Start of EXTRACTED RECORDS

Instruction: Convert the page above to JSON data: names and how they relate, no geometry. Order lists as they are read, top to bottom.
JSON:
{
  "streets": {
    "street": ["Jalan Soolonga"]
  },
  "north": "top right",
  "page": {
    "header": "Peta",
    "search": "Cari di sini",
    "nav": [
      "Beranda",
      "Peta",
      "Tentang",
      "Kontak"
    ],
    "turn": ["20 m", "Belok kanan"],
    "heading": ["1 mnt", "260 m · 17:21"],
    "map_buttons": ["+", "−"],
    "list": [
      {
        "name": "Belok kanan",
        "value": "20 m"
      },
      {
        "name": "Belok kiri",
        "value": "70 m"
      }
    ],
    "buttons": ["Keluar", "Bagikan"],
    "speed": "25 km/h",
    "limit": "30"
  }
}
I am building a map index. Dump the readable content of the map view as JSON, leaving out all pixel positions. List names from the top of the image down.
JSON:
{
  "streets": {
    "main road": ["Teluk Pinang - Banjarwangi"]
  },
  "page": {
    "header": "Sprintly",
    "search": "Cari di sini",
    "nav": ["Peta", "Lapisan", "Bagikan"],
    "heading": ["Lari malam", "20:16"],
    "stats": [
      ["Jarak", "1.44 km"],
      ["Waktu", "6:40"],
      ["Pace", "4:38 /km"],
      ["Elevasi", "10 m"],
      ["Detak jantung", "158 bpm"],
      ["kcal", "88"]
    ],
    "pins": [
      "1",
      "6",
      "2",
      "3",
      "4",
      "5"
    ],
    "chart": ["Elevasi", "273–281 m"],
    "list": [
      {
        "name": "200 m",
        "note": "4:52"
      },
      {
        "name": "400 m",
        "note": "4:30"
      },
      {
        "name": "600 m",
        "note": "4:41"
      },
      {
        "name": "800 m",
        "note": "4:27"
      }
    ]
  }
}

End of EXTRACTED RECORDS
Start of EXTRACTED RECORDS

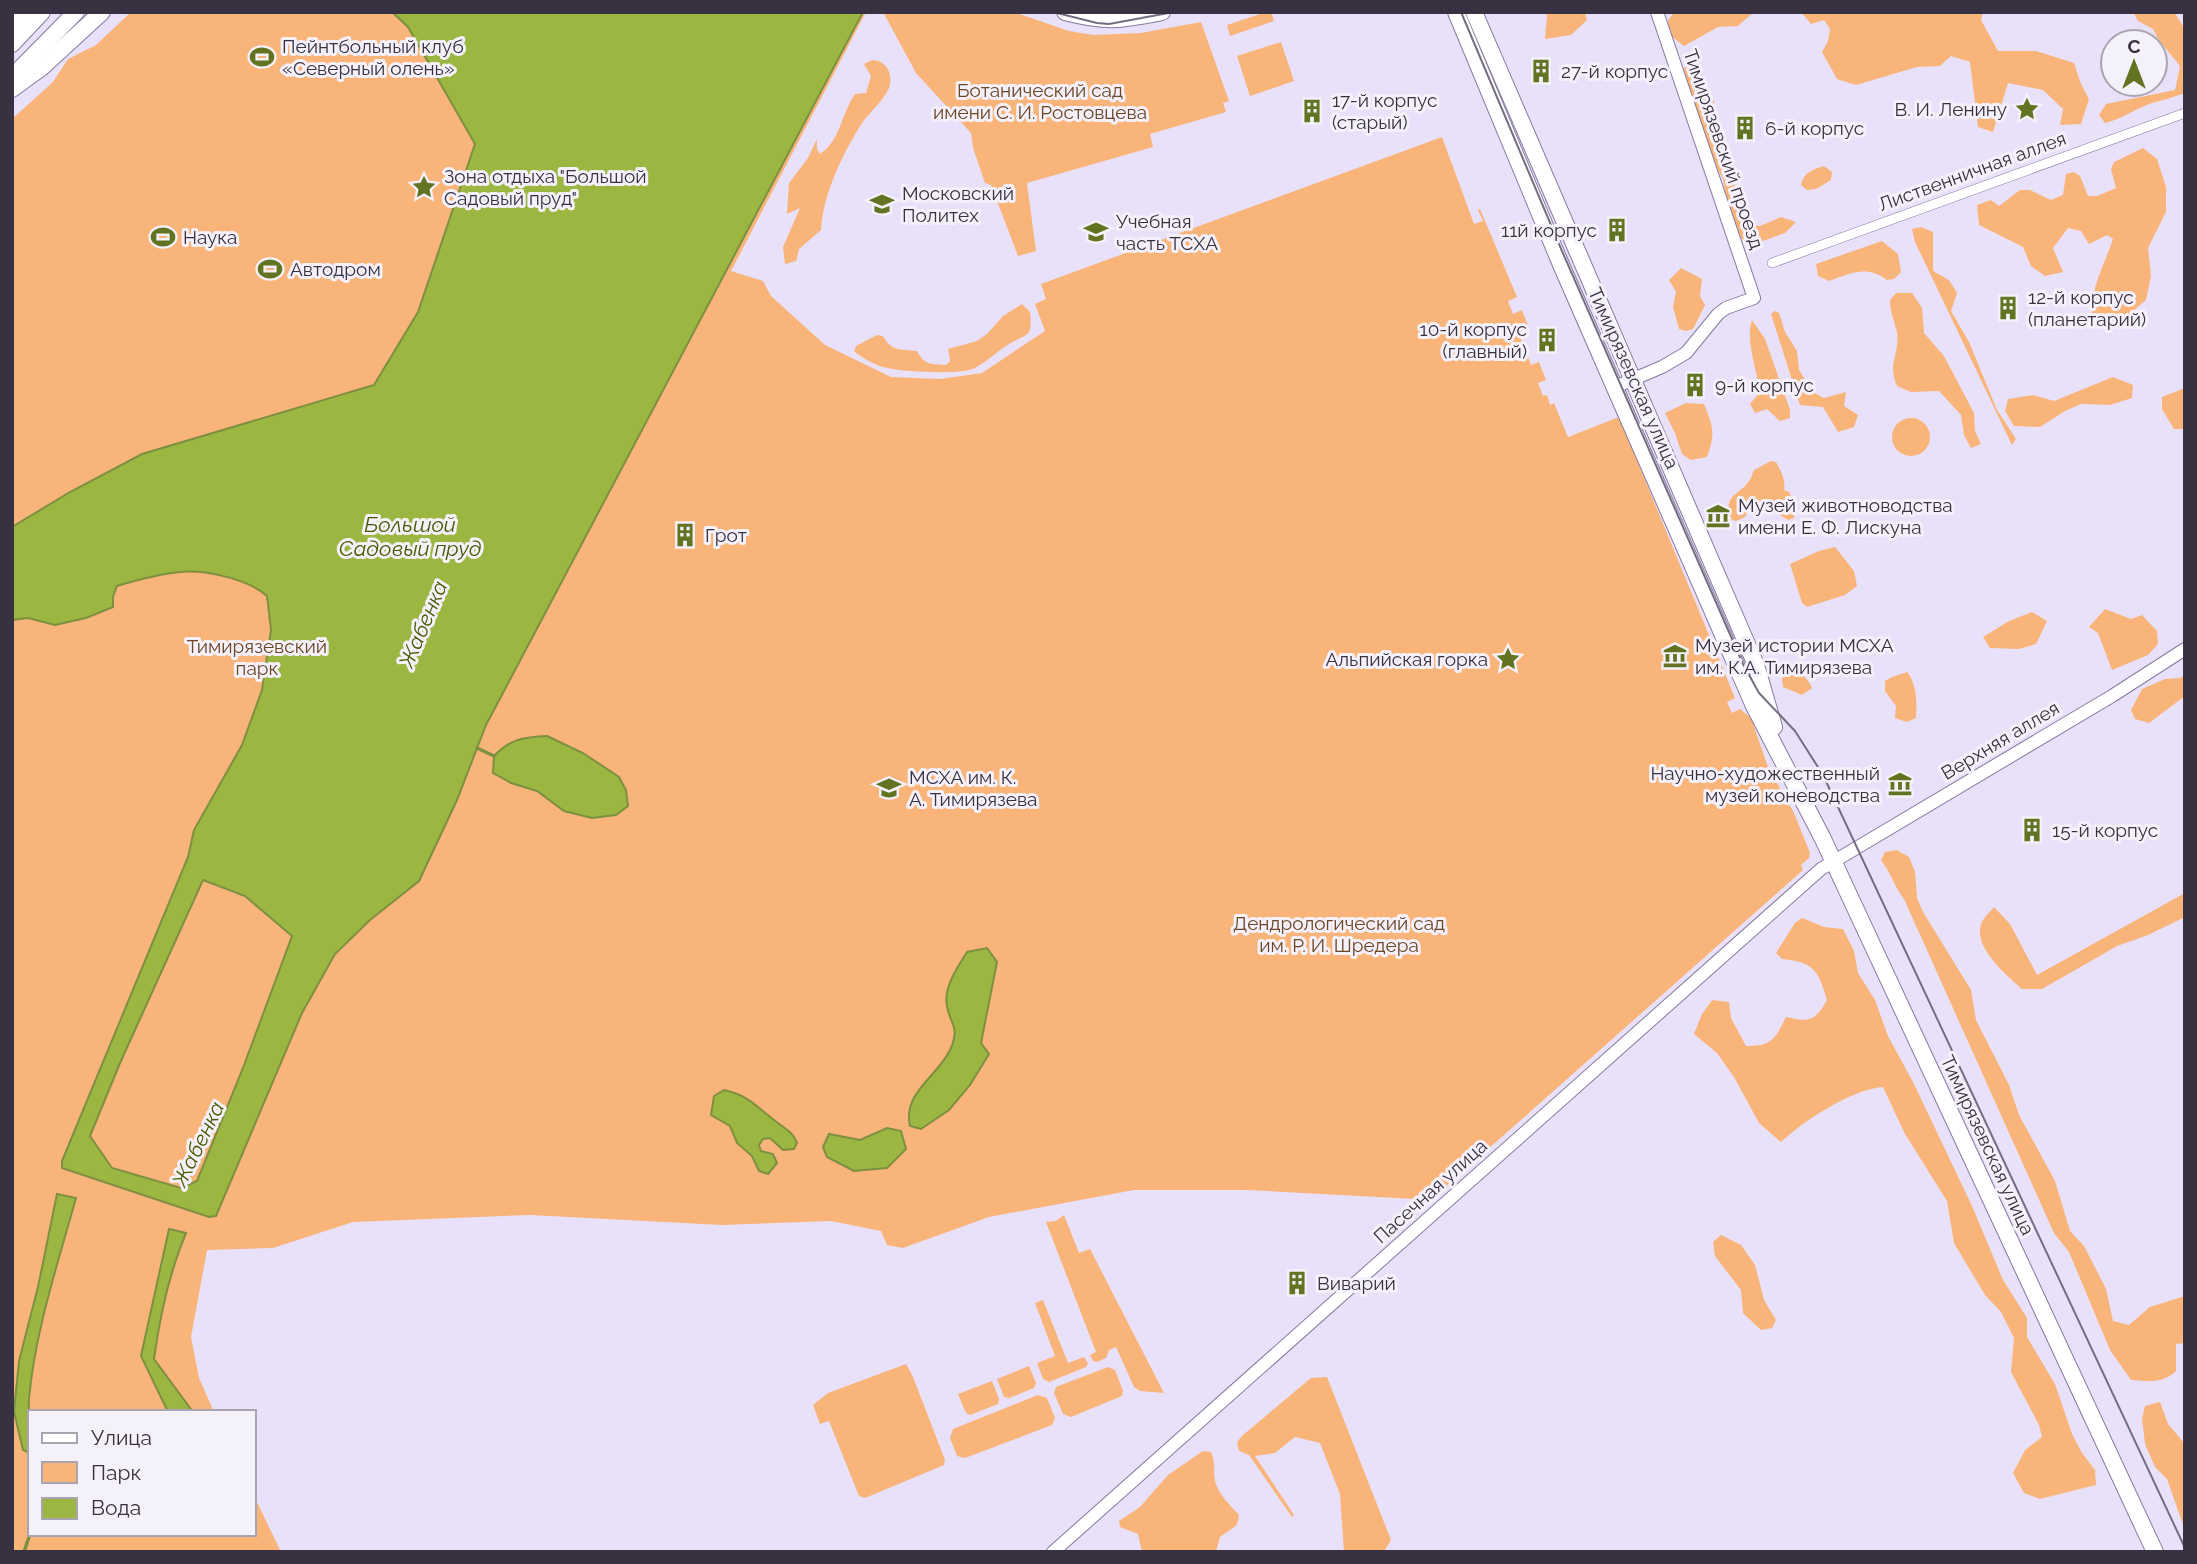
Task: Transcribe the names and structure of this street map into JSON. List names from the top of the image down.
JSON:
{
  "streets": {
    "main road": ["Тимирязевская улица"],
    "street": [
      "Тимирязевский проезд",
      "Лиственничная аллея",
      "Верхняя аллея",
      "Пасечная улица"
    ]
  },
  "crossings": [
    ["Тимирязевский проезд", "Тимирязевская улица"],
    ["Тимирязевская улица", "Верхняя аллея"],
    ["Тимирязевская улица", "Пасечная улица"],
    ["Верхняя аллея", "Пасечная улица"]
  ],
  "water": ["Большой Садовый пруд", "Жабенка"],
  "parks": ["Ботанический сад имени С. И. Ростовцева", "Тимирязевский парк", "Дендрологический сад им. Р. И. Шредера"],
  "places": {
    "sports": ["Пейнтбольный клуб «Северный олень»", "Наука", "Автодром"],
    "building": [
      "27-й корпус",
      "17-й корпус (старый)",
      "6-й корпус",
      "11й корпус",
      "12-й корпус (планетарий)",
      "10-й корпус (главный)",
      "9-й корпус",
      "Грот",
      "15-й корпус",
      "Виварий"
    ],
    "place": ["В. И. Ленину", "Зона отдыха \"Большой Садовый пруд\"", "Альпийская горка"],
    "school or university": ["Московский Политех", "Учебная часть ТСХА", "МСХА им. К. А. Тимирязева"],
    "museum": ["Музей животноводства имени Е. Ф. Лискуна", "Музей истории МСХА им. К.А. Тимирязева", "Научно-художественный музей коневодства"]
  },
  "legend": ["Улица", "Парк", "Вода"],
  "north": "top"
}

End of EXTRACTED RECORDS

PROBLEM TO SOLVE: Copy out each line of the records where the string "down" appears.

RESPONSE TO THIS EXERCISE:
I am building a map index. Dump the readable content of the map view as JSON, leaving out all pixel positions. List names from the top of the image down.
Task: Transcribe the names and structure of this street map into JSON. List names from the top of the image down.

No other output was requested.